Exchange trading commissions (“Trading fеe”) are calculated based on the volume of the order. The creation and deletion of the order itself is free, only execution is paid. It does not matter what the result of this order was – profit or loss. Even for an order that closes your position as a result of liquidation, the exchange will charge a trading commission.
If a volume in your deal is big, and you fix a small profit (for example, close a position when P&L= 0.2% is reached), it may turn out that the profit from the deal (Gross) does not even cover the trading commission, and the Net result of your deal will be negative.
The trading commission of the exchange can be of two types, maker and taker, they differ in size.
The “Maker” commission rate is charged for limit orders. It is usually smaller in size.
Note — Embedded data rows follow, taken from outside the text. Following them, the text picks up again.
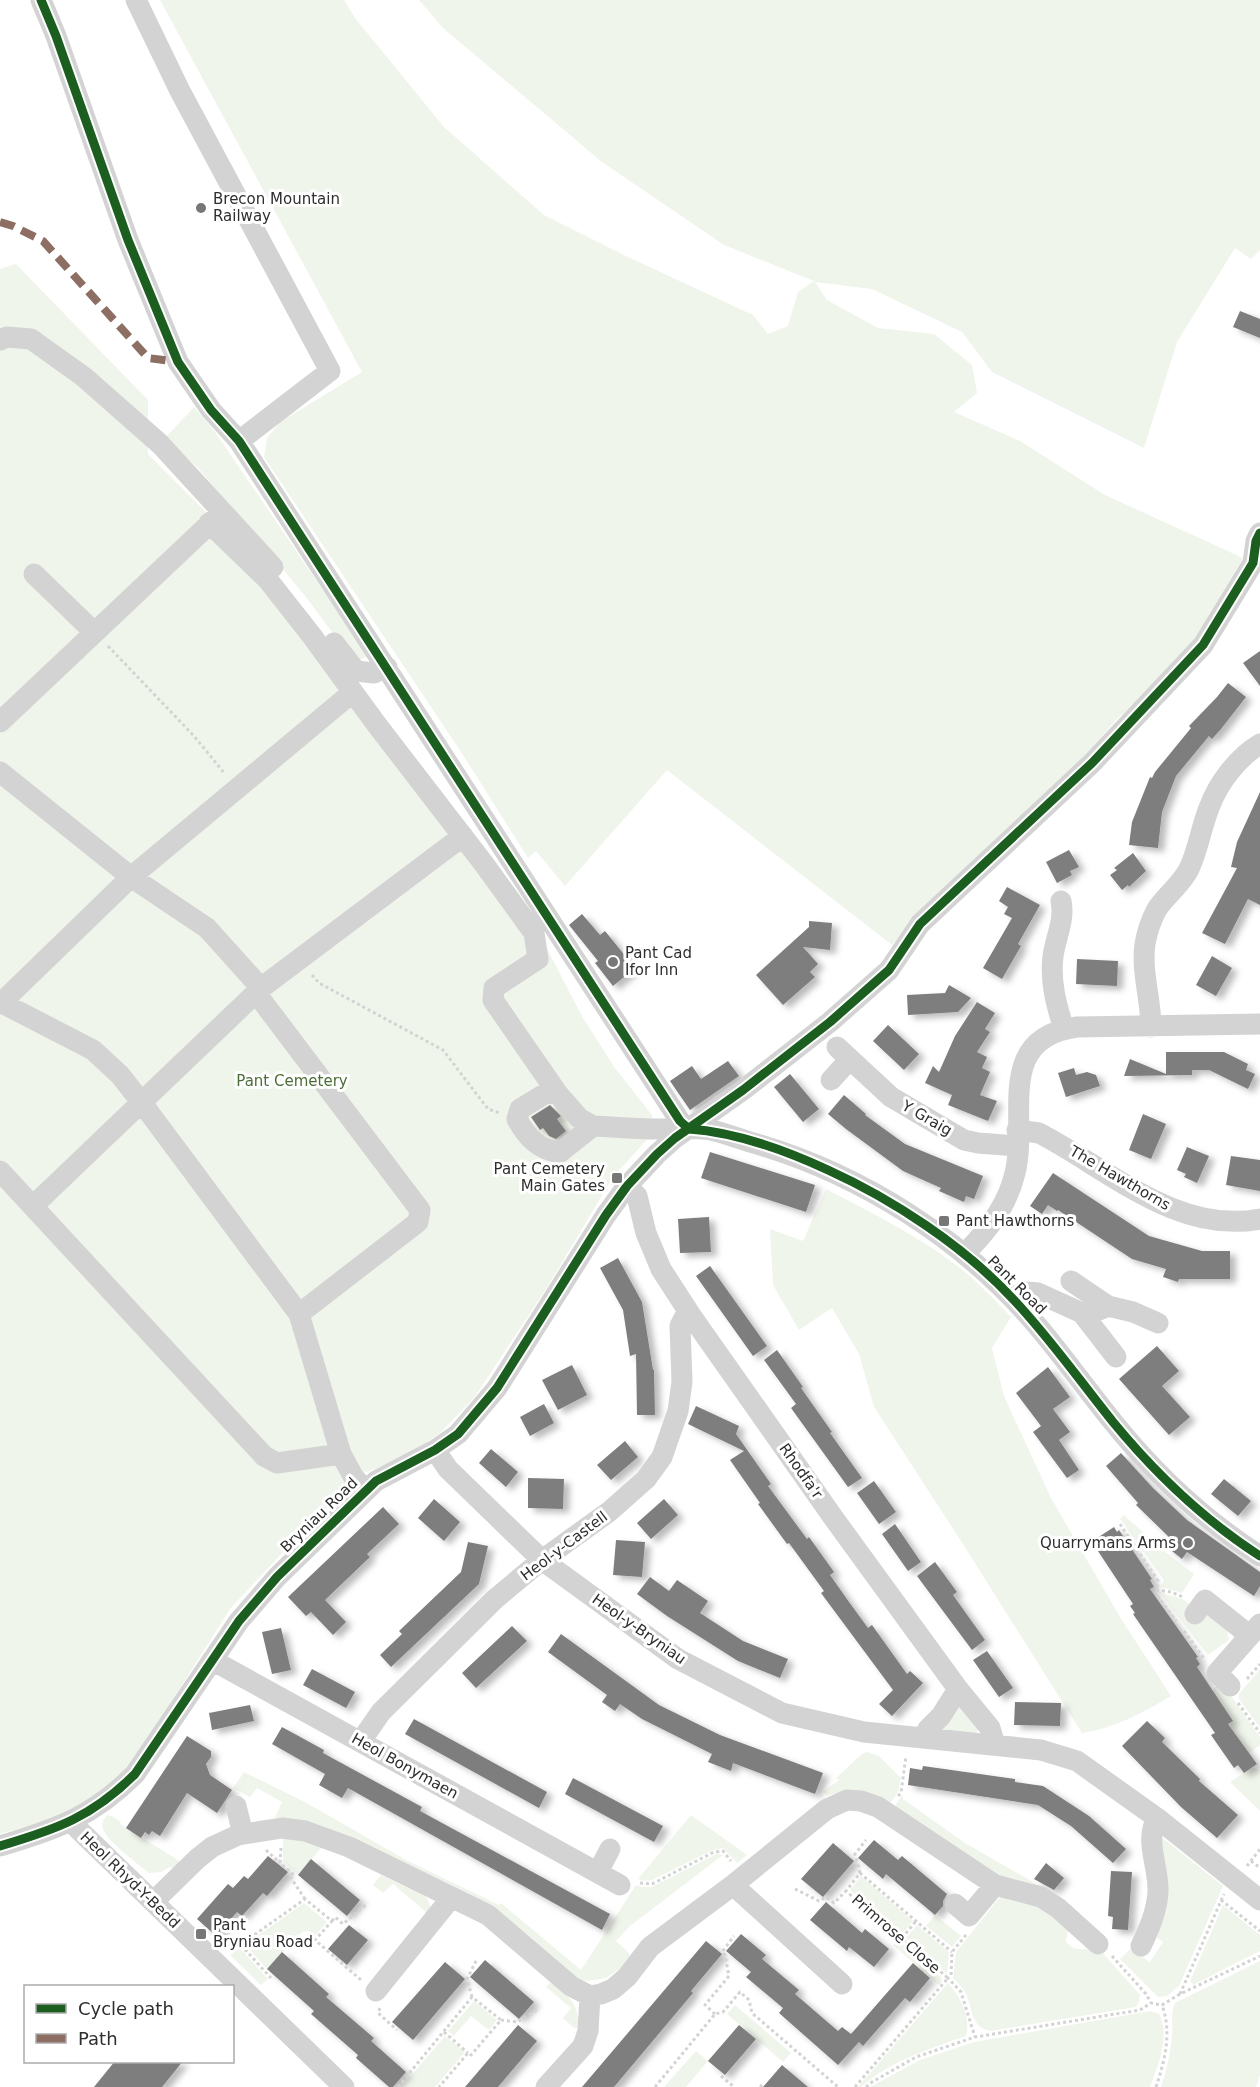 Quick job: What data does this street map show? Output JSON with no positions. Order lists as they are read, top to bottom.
{
  "streets": {
    "street": [
      "Y Graig",
      "The Hawthorns",
      "Pant Road",
      "Rhodfa'r",
      "Bryniau Road",
      "Heol-y-Castell",
      "Heol-y-Bryniau",
      "Heol Bonymaen",
      "Heol Rhyd-Y-Bedd"
    ],
    "path": ["Primrose Close"]
  },
  "crossings": [
    ["Y Graig", "The Hawthorns"],
    ["Pant Road", "Bryniau Road"],
    ["Rhodfa'r", "Bryniau Road"],
    ["Rhodfa'r", "Heol-y-Castell"],
    ["Rhodfa'r", "Heol-y-Bryniau"],
    ["Bryniau Road", "Heol-y-Bryniau"],
    ["Bryniau Road", "Heol Bonymaen"],
    ["Bryniau Road", "Heol Rhyd-Y-Bedd"],
    ["Heol-y-Castell", "Heol-y-Bryniau"],
    ["Heol-y-Castell", "Heol Bonymaen"]
  ],
  "parks": ["Pant Cemetery"],
  "places": {
    "other": ["Brecon Mountain Railway", "Pant Cad Ifor Inn", "Quarrymans Arms"],
    "transit": ["Pant Cemetery Main Gates", "Pant Hawthorns", "Pant Bryniau Road"]
  },
  "legend": ["Cycle path", "Path"]
}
The “Taker” commission rate is charged for market orders. It is almost always bigger.
The exact commission rates please find in the documentation of your exchange.
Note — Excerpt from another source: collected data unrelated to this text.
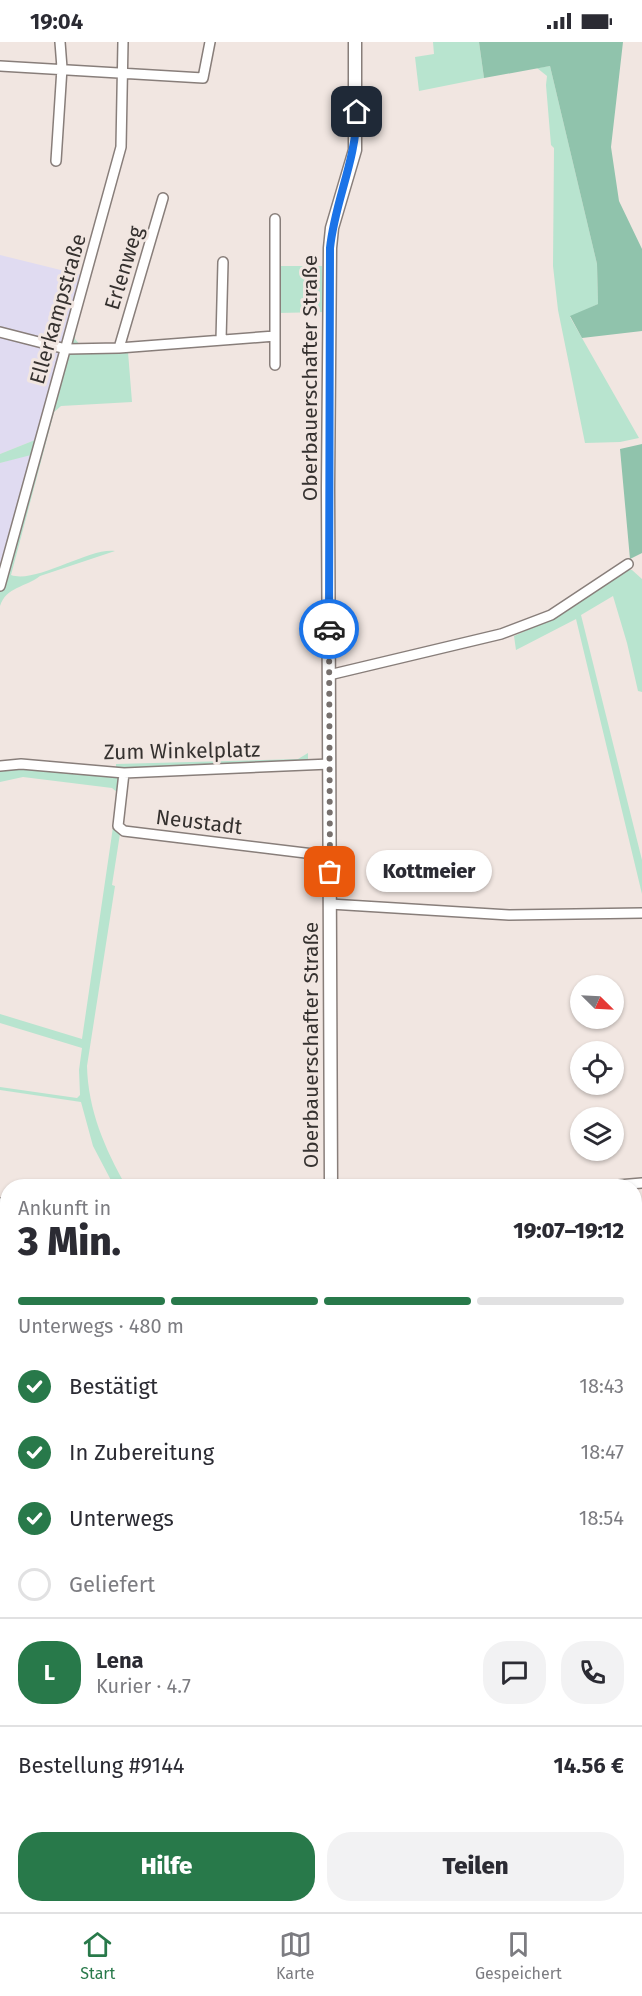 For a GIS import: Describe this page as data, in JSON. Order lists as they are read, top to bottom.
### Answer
{
  "streets": {
    "main road": ["Oberbauerschafter Straße"],
    "street": [
      "Erlenweg",
      "Ellerkampstraße",
      "Zum Winkelplatz",
      "Neustadt"
    ]
  },
  "crossings": [
    ["Oberbauerschafter Straße", "Zum Winkelplatz"],
    ["Oberbauerschafter Straße", "Neustadt"],
    ["Zum Winkelplatz", "Neustadt"]
  ],
  "places": ["Kottmeier"],
  "north": "bottom right",
  "page": {
    "status": "19:04",
    "bubble": "Kottmeier",
    "heading": ["3 Min.", "Ankunft in", "19:07–19:12"],
    "panel": [
      "Lena",
      "Kurier · 4.7",
      "Bestellung #9144",
      "14.56 €"
    ],
    "bar": "Unterwegs · 480 m",
    "list": [
      ["Bestätigt", "18:43"],
      ["In Zubereitung", "18:47"],
      ["Unterwegs", "18:54"],
      "Geliefert"
    ],
    "round": "L",
    "buttons": ["Hilfe", "Teilen"],
    "tabs": ["Start", "Karte", "Gespeichert"]
  }
}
Limit orders in the bot are all where there is a non-zero indent. These can be grid orders, simple profit, multitakes.
The market orders in the bot are:
– those where the indent is 0, or “Market”,
– the simple stop loss order,
– order stop loss at breakeven (in the “Own” profit mode),
– closing orders based on the indicator signal (profit mode “Signal”).
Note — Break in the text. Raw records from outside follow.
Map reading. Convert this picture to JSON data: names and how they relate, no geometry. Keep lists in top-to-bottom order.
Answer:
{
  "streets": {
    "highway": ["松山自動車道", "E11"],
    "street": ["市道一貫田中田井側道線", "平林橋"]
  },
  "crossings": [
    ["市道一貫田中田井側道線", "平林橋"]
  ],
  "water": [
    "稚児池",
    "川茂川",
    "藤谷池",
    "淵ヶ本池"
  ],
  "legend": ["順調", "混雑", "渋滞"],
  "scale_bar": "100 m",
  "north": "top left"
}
In practice, it happens that if the indent is greater than zero, but very small (for example, 0.01% or 0.02%), such a limit order still works on the exchange as a market order – it depends on the price movement (in the second while the order is placed, its price flies and the order is executed as a market order).
As in this example, where limit orders were executed with a different trading commission rate, since one of them worked on the market:
Transaction fees on different exchanges can be paid in various ways.
For example, some exchanges like Binance, Yobit, and Gate.io have their internal currency for fee payments. For Binance, this currency is BNB.
Moreover, when paying fees with the exchange’s native tokens, you can get a discount. Binance offers a 25% discount when paying fees in BNB. To get this discount, buy some BNB in advance and keep it on your Spot trading account.
And any discount, as we know, increases your income.
“A penny saved is a penny earned.” – B. Franklin
However, not all exchanges have internal currencies and such tools, and they charge fees directly from the order execution result.
This affects the calculations of trading bots.
When trading on the Spot, the commission for executing orders is charged in the base currency. That is, when buying BTC for USDT, the exchange will calculate its commission from the volume of BTC and write it off from the balance. As a result, you will have a little less coin in your assets than the bot bought. And in the take profit order (for the sale of coins) the bot must set exactly the volume that it purchased. If there is not enough coin (after deducting the commission), the bot will stop with the error “Insufficient balance”.
To prevent this from happening, you need to buy a small amount of coin (equivalent to 1-2 USDT) before launching the bot on the Spot and keep it in your account without using it in trading. Then the commission will be taken from this stock and the bot will work non-stop.
Example 1.
When making long trades, the bot buys an asset with the intention of selling it at a higher price.
For example, the bot buys 1 ETH. The exchange fee will be approximately 0.001 ETH (0.1%), so the result of the transaction will be 0.999 ETH instead of 1 ETH in your account.
It is also important to note that it is not always possible to sell the entire accumulated volume.
For instance, if you buy 0.01 ETH, the fee for it will be 0.00001 ETH, and you will receive 0.00999 ETH.
However, each exchange sets a permissible number of decimal places for prices and order volumes for each trading pair.
For the ETH/USDT pair, the limitation for the order volume is 4 decimal places. This means that you can only sell 0.0099 ETH, while 0.00009 ETH will remain in your balance as a “deadweight.”
Such leftovers will accumulate as the number of transactions increases. In the Veles profile, you will see the amount of this leftovers received from trading on the Statistics page.
You can either accumulate these leftovers or convert them into another cryptocurrency. Many exchanges offer the option to convert small amounts into a unified exchange token (such as BIT for Bybit or BNB for Binance).
Example 2.
When making short trades, the bot sells an asset intending to buy it back at a reduced price. Short trades avoid the issues mentioned earlier since the profit percentage covers the commissions. However, when making short trades, the deposit decreases.
For instance, the bot sells 1 ETH for 2000 USDT per unit. It receives 1998 USDT after deducting the exchange commission of 2 USDT. Even with a profit percentage of 0.5%, the target price would be around 1990 USDT, which is sufficient for to pay commission for take-profit order.
However, when the exchange executes the take-profit and buys 1 ETH for 1990 USDT, it will deduct a commission from the ETH, resulting in 0.999 ETH remaining.
The more trades are executed, the more commissions the exchange will withhold from the deposit.
Therefore, it is recommended to have a small reserve of coins in addition to the deposit when making short trades.
When trading futures, the exchange also counts the Funding fee. The rate of this commission is calculated once every few hours, changes regularly and can be either positive (the exchange charges you) or negative (the exchange pays you for holding a position). The accrued and written-off financing fee is included in the “Realized PnL” indicator for your position.